- [RECORD SET]
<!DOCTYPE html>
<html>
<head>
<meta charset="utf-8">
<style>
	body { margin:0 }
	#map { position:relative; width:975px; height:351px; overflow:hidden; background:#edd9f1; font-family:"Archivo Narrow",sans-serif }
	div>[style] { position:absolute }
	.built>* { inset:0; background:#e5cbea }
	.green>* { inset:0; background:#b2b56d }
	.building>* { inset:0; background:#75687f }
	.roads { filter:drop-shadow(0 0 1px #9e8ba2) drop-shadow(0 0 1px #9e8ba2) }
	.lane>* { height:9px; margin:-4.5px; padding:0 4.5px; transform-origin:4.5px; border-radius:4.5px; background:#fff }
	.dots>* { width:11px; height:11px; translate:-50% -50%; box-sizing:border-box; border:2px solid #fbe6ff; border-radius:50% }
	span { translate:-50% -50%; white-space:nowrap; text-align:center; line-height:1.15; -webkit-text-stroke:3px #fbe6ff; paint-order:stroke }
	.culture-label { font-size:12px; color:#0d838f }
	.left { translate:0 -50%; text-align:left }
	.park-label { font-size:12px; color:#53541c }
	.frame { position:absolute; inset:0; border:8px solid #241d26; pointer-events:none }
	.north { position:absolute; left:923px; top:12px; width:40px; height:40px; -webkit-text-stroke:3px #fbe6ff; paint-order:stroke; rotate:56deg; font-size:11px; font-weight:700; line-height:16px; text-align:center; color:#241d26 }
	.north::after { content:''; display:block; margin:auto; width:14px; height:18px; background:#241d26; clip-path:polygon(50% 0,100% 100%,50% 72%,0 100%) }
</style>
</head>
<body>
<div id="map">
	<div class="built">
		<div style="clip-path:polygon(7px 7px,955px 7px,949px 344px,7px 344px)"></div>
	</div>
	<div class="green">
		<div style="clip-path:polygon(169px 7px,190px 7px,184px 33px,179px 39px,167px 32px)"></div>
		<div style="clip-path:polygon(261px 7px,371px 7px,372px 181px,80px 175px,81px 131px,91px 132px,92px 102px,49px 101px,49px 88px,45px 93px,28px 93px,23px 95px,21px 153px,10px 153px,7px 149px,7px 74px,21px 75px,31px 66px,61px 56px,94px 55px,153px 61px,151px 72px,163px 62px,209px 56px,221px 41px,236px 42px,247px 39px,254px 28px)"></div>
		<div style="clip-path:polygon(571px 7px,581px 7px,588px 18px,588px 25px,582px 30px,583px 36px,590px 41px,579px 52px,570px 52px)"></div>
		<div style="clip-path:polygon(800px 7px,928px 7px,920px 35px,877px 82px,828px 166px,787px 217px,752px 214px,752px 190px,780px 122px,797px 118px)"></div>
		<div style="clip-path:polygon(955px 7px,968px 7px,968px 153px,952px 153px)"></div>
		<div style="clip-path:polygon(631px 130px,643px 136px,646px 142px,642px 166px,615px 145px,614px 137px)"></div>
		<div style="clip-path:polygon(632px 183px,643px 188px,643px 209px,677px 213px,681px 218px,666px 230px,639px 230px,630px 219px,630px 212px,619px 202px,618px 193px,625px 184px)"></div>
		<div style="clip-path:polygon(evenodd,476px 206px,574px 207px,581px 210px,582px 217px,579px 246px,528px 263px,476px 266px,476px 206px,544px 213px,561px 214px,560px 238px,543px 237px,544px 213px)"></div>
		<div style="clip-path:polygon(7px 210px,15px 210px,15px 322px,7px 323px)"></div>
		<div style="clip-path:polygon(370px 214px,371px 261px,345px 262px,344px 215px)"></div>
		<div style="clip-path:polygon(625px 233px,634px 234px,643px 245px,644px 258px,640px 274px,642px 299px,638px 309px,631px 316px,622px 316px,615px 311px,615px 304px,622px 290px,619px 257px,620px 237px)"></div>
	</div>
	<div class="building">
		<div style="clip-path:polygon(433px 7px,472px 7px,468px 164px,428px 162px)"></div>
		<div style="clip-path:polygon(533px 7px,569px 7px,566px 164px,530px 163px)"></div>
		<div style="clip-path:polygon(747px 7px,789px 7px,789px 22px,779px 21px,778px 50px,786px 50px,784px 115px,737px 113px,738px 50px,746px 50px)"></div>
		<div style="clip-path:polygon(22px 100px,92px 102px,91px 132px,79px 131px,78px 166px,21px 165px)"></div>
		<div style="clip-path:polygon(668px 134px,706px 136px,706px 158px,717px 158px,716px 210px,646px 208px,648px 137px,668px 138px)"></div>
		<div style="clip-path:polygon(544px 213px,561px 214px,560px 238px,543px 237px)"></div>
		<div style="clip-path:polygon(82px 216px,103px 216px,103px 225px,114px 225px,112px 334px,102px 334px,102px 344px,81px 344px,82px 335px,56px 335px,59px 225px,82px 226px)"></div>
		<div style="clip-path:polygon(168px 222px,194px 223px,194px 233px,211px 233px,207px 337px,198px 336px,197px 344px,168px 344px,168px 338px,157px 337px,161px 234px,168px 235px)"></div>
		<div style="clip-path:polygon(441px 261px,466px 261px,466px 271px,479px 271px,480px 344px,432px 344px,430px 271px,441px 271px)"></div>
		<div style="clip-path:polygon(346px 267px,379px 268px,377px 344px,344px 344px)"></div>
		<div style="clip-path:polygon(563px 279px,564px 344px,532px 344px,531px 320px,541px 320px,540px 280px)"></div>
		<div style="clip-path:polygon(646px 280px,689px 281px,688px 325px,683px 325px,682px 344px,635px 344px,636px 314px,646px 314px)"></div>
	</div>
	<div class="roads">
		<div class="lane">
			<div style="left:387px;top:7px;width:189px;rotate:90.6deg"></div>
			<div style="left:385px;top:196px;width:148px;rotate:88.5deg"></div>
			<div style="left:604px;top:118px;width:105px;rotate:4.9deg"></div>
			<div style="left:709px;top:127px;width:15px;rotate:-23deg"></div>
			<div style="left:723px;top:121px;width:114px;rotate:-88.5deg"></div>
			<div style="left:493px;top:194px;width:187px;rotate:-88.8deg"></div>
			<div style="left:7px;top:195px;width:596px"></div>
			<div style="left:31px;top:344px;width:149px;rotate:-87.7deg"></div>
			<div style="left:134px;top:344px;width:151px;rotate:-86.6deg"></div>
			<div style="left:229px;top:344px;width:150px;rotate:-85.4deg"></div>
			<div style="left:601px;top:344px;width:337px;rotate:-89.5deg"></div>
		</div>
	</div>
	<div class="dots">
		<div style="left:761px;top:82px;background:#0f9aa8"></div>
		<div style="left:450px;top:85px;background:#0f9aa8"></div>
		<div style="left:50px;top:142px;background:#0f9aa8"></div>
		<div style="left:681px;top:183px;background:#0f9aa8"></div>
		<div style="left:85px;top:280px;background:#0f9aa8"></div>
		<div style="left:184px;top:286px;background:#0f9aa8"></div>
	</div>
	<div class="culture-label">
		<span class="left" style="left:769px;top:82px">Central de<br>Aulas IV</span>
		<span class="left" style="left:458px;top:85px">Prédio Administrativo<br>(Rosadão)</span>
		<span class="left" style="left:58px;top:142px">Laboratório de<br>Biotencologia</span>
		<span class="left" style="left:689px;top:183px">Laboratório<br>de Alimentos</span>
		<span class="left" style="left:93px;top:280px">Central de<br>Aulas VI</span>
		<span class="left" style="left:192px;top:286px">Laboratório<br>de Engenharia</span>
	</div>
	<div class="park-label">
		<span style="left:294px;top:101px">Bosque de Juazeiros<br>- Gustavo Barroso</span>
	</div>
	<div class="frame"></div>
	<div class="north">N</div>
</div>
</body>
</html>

- [TASK TO COMPLETE] Reproduce the records above exactly, from the first line to the line that holds "width:11px; height:11px; translate:-50%", inclusive, and omit everything after it.

- [RESULT OF THE TASK]
<!DOCTYPE html>
<html>
<head>
<meta charset="utf-8">
<style>
	body { margin:0 }
	#map { position:relative; width:975px; height:351px; overflow:hidden; background:#edd9f1; font-family:"Archivo Narrow",sans-serif }
	div>[style] { position:absolute }
	.built>* { inset:0; background:#e5cbea }
	.green>* { inset:0; background:#b2b56d }
	.building>* { inset:0; background:#75687f }
	.roads { filter:drop-shadow(0 0 1px #9e8ba2) drop-shadow(0 0 1px #9e8ba2) }
	.lane>* { height:9px; margin:-4.5px; padding:0 4.5px; transform-origin:4.5px; border-radius:4.5px; background:#fff }
	.dots>* { width:11px; height:11px; translate:-50% -50%; box-sizing:border-box; border:2px solid #fbe6ff; border-radius:50% }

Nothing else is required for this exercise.